SUPPLIED MATERIAL: Begin

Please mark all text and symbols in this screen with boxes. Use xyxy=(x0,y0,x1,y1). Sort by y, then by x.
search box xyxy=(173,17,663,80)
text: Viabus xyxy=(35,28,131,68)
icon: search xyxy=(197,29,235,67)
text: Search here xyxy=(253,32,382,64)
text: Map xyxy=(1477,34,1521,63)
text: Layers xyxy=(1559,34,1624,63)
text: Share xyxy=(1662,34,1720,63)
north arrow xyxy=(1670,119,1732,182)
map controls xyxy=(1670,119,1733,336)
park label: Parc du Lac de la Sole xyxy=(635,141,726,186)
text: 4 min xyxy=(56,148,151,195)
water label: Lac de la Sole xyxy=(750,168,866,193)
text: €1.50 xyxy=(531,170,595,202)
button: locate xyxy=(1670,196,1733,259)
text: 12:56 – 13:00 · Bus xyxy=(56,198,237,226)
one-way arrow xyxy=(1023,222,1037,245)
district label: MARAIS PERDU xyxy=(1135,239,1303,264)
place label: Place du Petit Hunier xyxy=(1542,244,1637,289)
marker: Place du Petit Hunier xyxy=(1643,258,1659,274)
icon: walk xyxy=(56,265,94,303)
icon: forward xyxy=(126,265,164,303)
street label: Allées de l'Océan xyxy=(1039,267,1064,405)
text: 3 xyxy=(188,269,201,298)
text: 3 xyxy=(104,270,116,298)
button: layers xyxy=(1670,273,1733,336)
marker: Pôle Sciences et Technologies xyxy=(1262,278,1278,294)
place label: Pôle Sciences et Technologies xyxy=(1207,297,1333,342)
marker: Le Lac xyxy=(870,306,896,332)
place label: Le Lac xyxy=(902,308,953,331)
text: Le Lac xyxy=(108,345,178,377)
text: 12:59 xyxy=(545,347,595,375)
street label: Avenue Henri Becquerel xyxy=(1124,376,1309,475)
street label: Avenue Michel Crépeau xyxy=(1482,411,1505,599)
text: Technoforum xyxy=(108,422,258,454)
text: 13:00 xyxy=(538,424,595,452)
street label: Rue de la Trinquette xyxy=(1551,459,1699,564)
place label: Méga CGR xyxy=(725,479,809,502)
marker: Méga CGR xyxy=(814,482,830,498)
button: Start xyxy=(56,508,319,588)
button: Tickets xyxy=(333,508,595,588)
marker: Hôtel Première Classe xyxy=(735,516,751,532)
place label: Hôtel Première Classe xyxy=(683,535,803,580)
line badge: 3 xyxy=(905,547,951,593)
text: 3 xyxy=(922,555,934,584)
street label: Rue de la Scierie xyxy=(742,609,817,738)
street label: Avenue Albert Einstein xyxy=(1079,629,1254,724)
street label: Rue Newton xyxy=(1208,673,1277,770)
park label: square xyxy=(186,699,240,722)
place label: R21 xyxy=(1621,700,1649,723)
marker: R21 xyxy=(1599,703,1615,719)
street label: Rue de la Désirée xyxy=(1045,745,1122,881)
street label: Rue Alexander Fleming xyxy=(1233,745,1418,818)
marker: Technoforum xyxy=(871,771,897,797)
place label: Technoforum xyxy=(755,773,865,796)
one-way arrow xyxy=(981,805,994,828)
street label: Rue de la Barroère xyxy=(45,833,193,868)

SUPPLIED MATERIAL: End

Wherever a line of the listing above contains the string "Technologies", copy that line.

marker: Pôle Sciences et Technologies xyxy=(1262,278,1278,294)
place label: Pôle Sciences et Technologies xyxy=(1207,297,1333,342)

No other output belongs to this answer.